▶ What is being asked
Where a line of the entries holds the string "Przedszkole", copy that line.

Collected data
============================================================

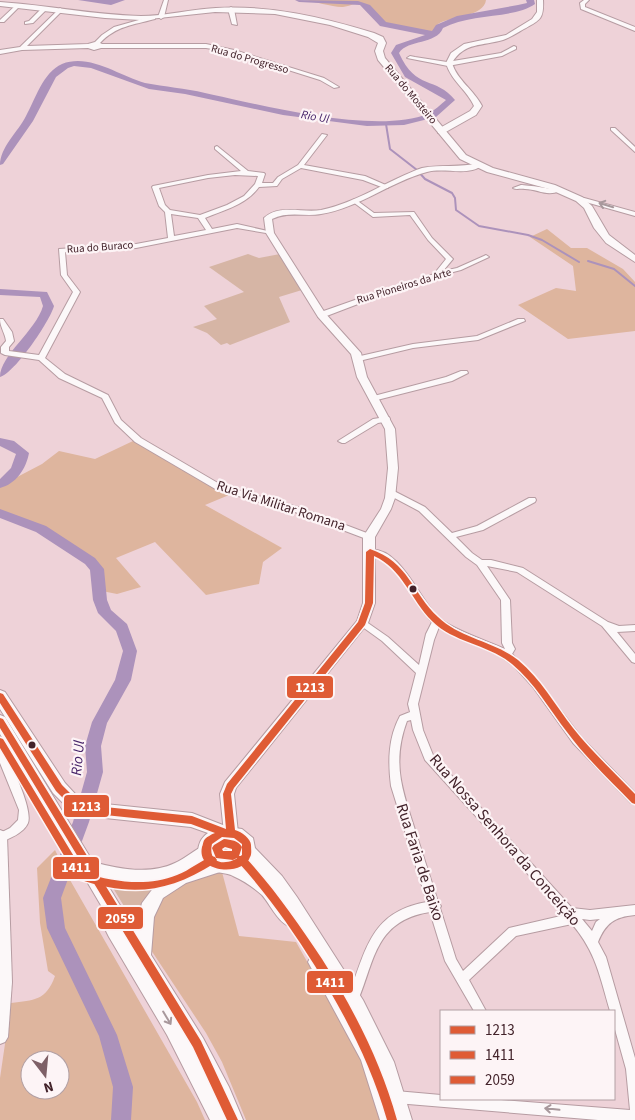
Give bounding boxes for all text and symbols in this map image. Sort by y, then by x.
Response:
street label: Rua do Progresso [209,41,291,77]
street label: Rua do Mosteiro [381,61,441,127]
water label: Rio Ul [300,106,330,128]
one-way arrow [599,200,615,210]
street label: Rua do Buraco [66,237,134,257]
street label: Rua Pioneiros da Arte [355,264,454,308]
street label: Rua Via Militar Romana [214,476,348,536]
unlabelled marker [408,584,418,594]
line badge: 1213 [286,675,334,699]
text: 1213 [295,678,325,698]
water label: Rio Ul [66,739,90,777]
unlabelled marker [27,740,37,750]
street label: Rua Nossa Senhora da Conceição [424,749,586,931]
line badge: 1213 [63,794,110,818]
text: 1213 [71,797,101,817]
street label: Rua Faria de Baixo [391,800,449,924]
line badge: 1411 [52,856,100,880]
text: 1411 [61,858,91,878]
line badge: 2059 [97,906,144,930]
text: 2059 [105,909,135,929]
line badge: 1411 [306,970,354,994]
text: 1411 [315,973,345,993]
one-way arrow [162,1010,172,1024]
legend [440,1010,615,1100]
text: 1213 [485,1020,515,1041]
text: 1411 [485,1045,515,1066]
north arrow [20,1050,70,1100]
text: 2059 [485,1070,515,1091]
text: N [41,1076,56,1097]
one-way arrow [544,1104,560,1114]

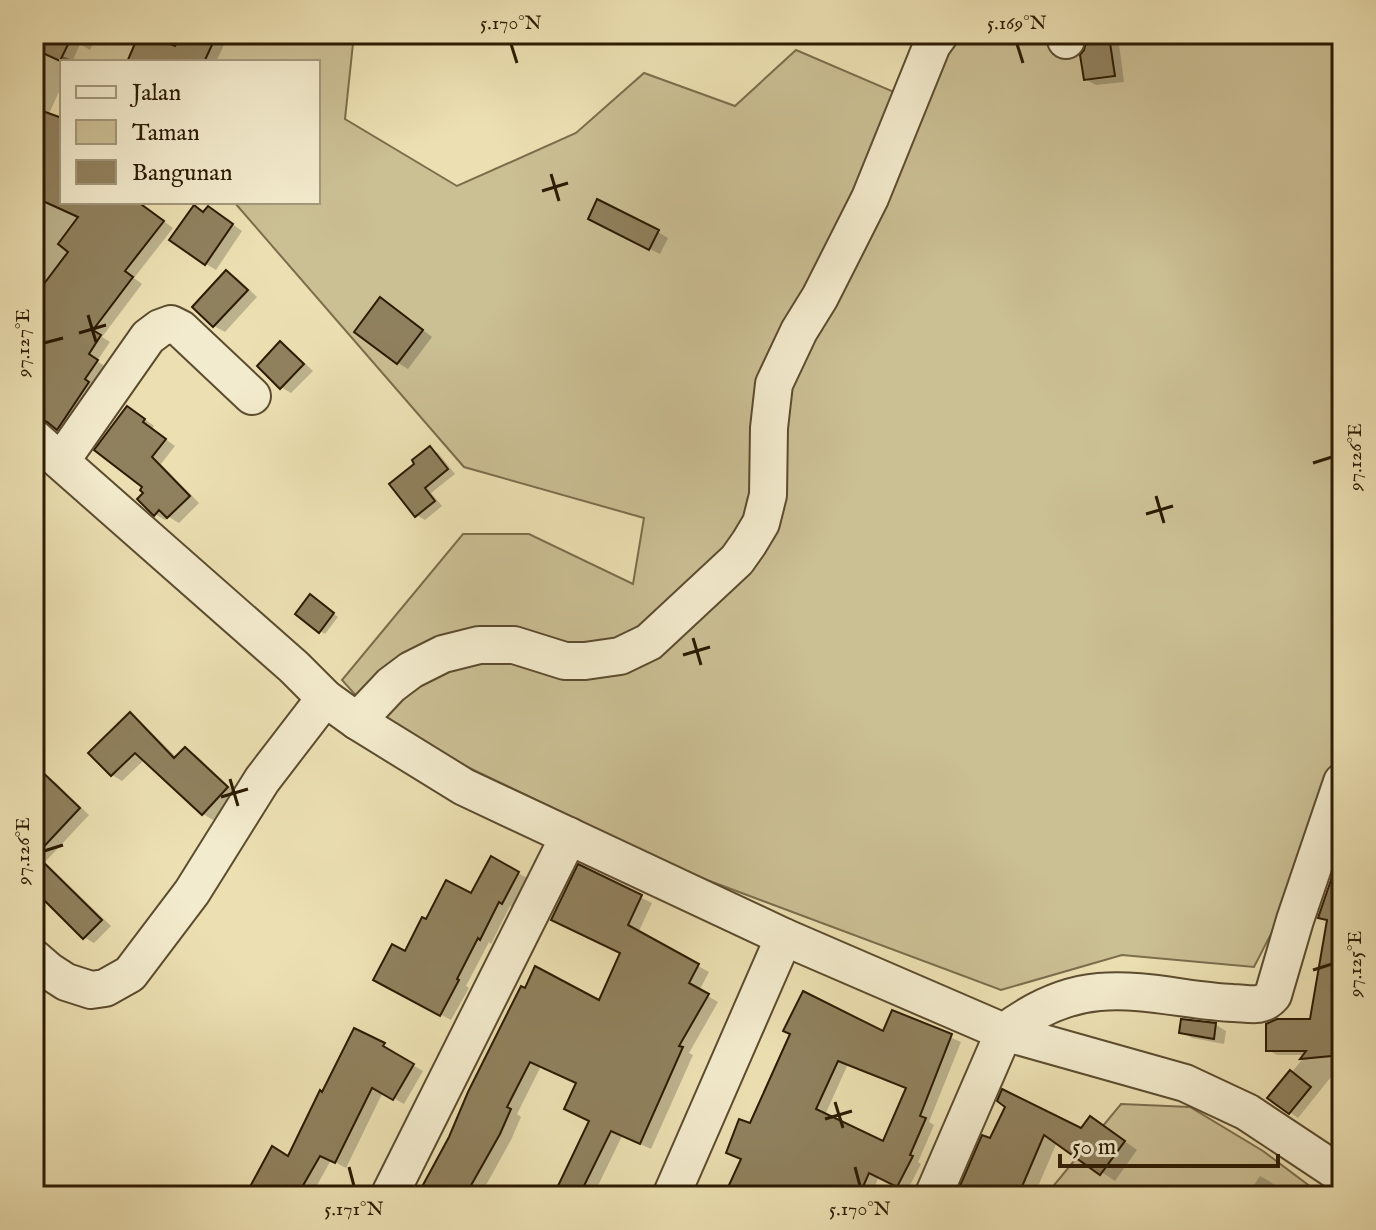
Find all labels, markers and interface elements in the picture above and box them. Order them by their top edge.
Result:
text: 5.170°N [480,11,542,36]
text: 5.169°N [987,11,1047,36]
legend [60,60,320,204]
text: Jalan [129,78,181,109]
text: Taman [132,118,200,149]
text: Bangunan [132,158,233,189]
text: 97.127°E [11,309,36,378]
text: 97.126°E [1343,423,1368,492]
text: 97.126°E [11,817,36,886]
text: 97.125°E [1343,931,1368,998]
scale bar [1060,1118,1278,1168]
text: 50 m [1072,1132,1116,1163]
text: 5.171°N [324,1197,384,1222]
text: 5.170°N [829,1197,891,1222]

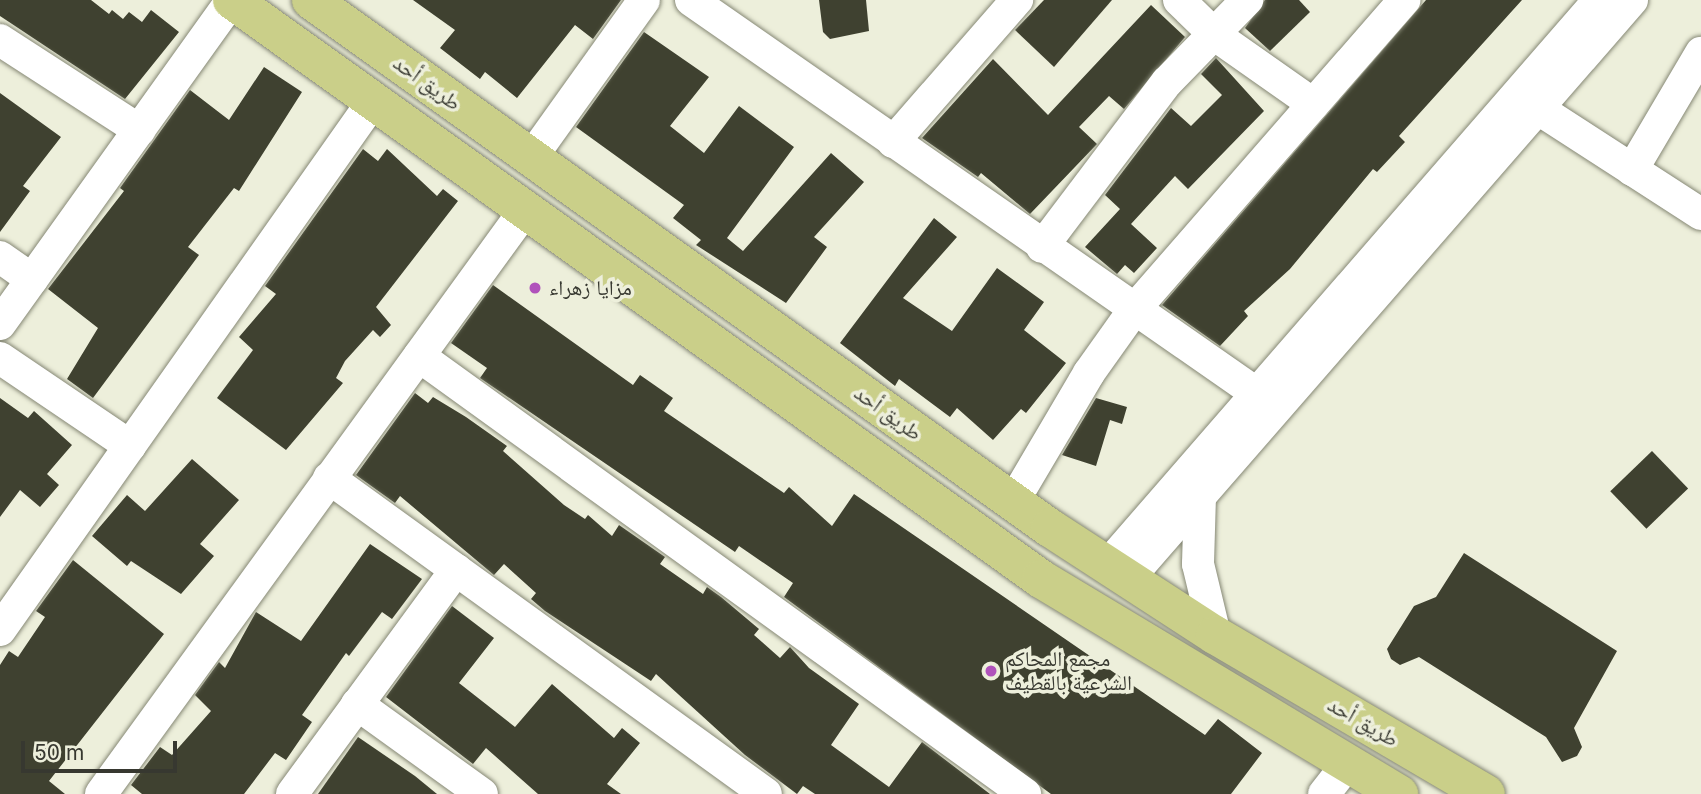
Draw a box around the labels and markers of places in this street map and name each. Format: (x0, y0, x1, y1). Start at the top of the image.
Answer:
place label: مزايا زهراء (549, 275, 632, 301)
marker: مزايا زهراء (527, 280, 543, 296)
place label: مجمع المحاكم الشرعية بالقطيف (1005, 646, 1132, 696)
marker: مجمع المحاكم الشرعية بالقطيف (983, 663, 999, 679)

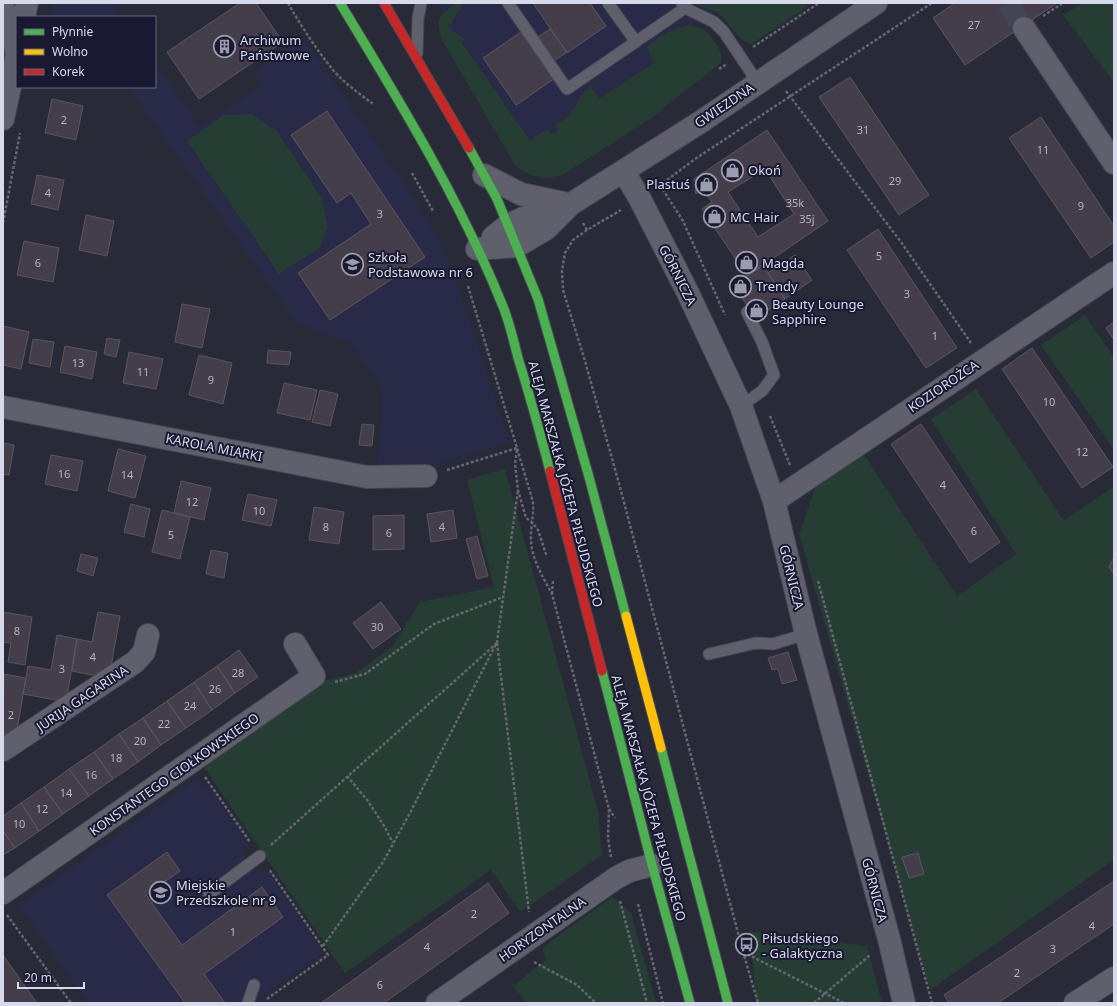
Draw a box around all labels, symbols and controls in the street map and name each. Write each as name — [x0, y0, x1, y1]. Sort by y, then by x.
legend — [16, 16, 156, 88]
house number: 27 — [968, 17, 980, 32]
text: Płynnie — [52, 23, 93, 40]
place label: Archiwum Państwowe — [240, 31, 310, 64]
building icon: Archiwum Państwowe — [212, 34, 238, 60]
text: Wolno — [52, 43, 88, 60]
text: Korek — [52, 63, 85, 80]
street label: GWIEZDNA — [691, 78, 758, 132]
house number: 2 — [61, 112, 67, 127]
house number: 31 — [857, 122, 869, 137]
house number: 11 — [1037, 142, 1049, 157]
shop icon: Okoń — [719, 157, 745, 183]
place label: Okoń — [748, 161, 781, 179]
shop icon: Plastuś — [693, 171, 719, 197]
house number: 29 — [889, 173, 901, 188]
place label: Plastuś — [646, 175, 690, 193]
house number: 4 — [45, 185, 52, 200]
house number: 35k — [786, 195, 804, 210]
house number: 9 — [1078, 198, 1084, 213]
shop icon: MC Hair — [702, 204, 728, 230]
house number: 3 — [377, 206, 383, 221]
place label: MC Hair — [730, 208, 780, 226]
house number: 35j — [799, 211, 815, 226]
street label: GÓRNICZA — [655, 242, 701, 309]
place label: Szkoła Podstawowa nr 6 — [368, 248, 473, 281]
house number: 5 — [876, 248, 882, 263]
shop icon: Magda — [733, 250, 759, 276]
school or university icon: Szkoła Podstawowa nr 6 — [339, 251, 365, 277]
place label: Magda — [762, 254, 804, 272]
house number: 6 — [35, 255, 41, 270]
shop icon: Trendy — [727, 273, 753, 299]
place label: Trendy — [756, 277, 798, 295]
house number: 3 — [904, 286, 910, 301]
place label: Beauty Lounge Sapphire — [772, 295, 864, 328]
shop icon: Beauty Lounge Sapphire — [743, 298, 769, 324]
house number: 1 — [932, 328, 938, 343]
house number: 13 — [72, 355, 84, 370]
street label: KOZIOROŻCA — [904, 355, 982, 416]
street label: ALEJA MARSZAŁKA JÓZEFA PIŁSUDSKIEGO — [524, 359, 608, 609]
house number: 11 — [137, 364, 149, 379]
house number: 9 — [208, 372, 214, 387]
house number: 10 — [1043, 394, 1055, 409]
street label: KAROLA MIARKI — [164, 429, 264, 465]
house number: 12 — [1076, 444, 1088, 459]
house number: 16 — [58, 466, 70, 481]
house number: 14 — [121, 467, 134, 482]
house number: 4 — [940, 477, 947, 492]
house number: 12 — [186, 494, 198, 509]
house number: 10 — [253, 503, 265, 518]
house number: 8 — [323, 519, 329, 534]
house number: 4 — [439, 519, 446, 534]
house number: 6 — [971, 523, 977, 538]
house number: 6 — [386, 525, 392, 540]
house number: 5 — [168, 527, 174, 542]
street label: GÓRNICZA — [775, 543, 809, 612]
house number: 30 — [371, 619, 383, 634]
house number: 8 — [14, 623, 20, 638]
house number: 4 — [90, 649, 97, 664]
street label: JURIJA GAGARINA — [31, 660, 132, 736]
house number: 3 — [59, 661, 65, 676]
house number: 28 — [232, 665, 244, 680]
street label: ALEJA MARSZAŁKA JÓZEFA PIŁSUDSKIEGO — [607, 673, 691, 923]
house number: 26 — [209, 681, 221, 696]
house number: 24 — [184, 698, 197, 713]
house number: 2 — [8, 707, 14, 722]
street label: KONSTANTEGO CIOŁKOWSKIEGO — [86, 708, 262, 840]
house number: 22 — [158, 716, 170, 731]
house number: 20 — [134, 733, 146, 748]
house number: 18 — [110, 750, 122, 765]
house number: 16 — [85, 767, 97, 782]
house number: 14 — [60, 785, 73, 800]
house number: 12 — [36, 801, 48, 816]
house number: 10 — [13, 816, 25, 831]
street label: GÓRNICZA — [858, 856, 892, 925]
place label: Miejskie Przedszkole nr 9 — [176, 876, 276, 909]
school or university icon: Miejskie Przedszkole nr 9 — [147, 879, 173, 905]
street label: HORYZONTALNA — [495, 892, 590, 966]
house number: 2 — [471, 906, 477, 921]
house number: 4 — [1089, 918, 1096, 933]
house number: 1 — [230, 924, 236, 939]
place label: Piłsudskiego - Galaktyczna — [762, 929, 843, 962]
bus stop icon: Piłsudskiego - Galaktyczna — [734, 932, 760, 958]
house number: 4 — [424, 939, 431, 954]
house number: 3 — [1050, 941, 1056, 956]
scale bar — [18, 964, 84, 990]
house number: 2 — [1014, 965, 1020, 980]
text: 20 m — [24, 969, 52, 986]
house number: 6 — [377, 977, 383, 992]

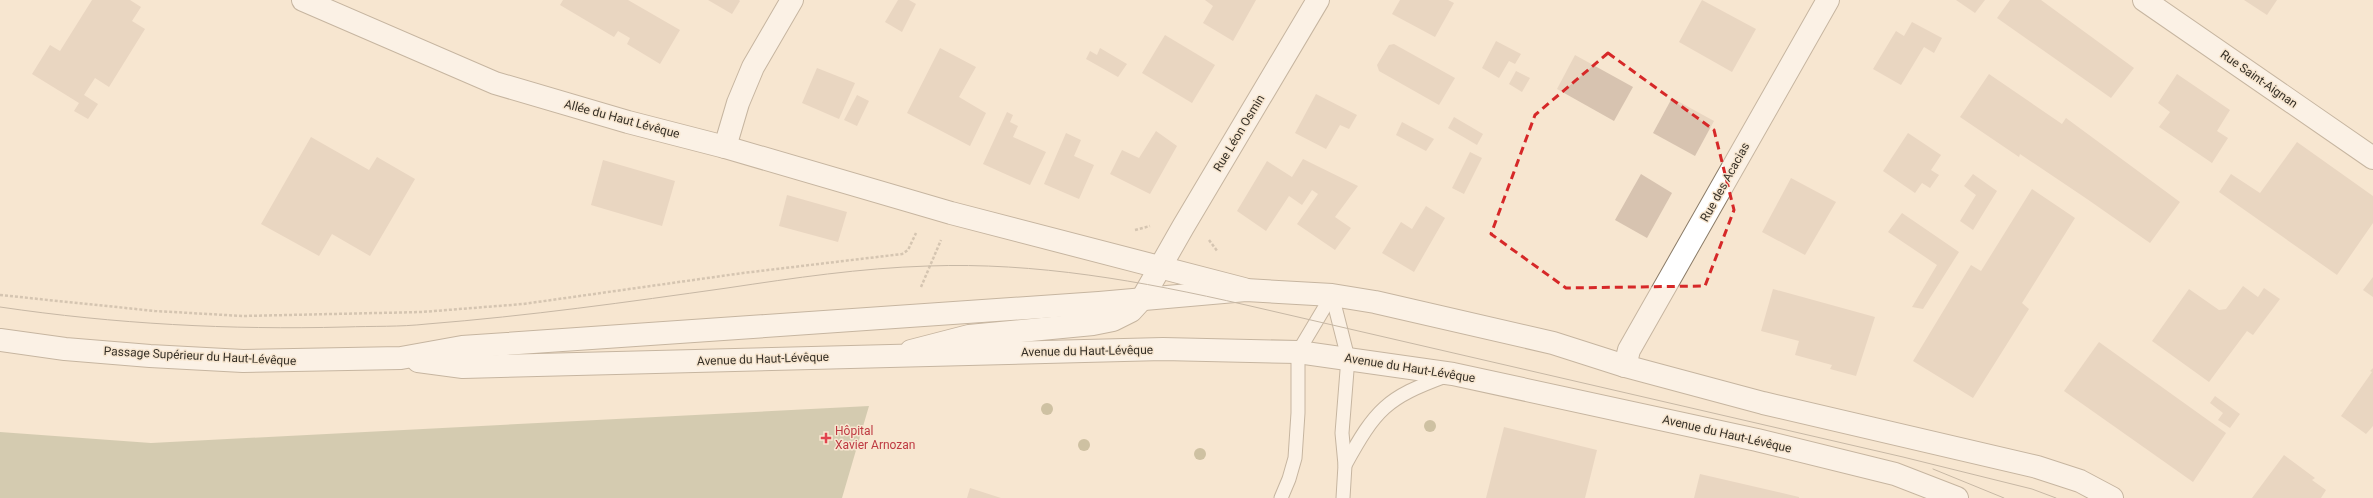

============================================================

▶ Task response
place label: Miejskie Przedszkole nr 9 — [176, 876, 276, 909]
school or university icon: Miejskie Przedszkole nr 9 — [147, 879, 173, 905]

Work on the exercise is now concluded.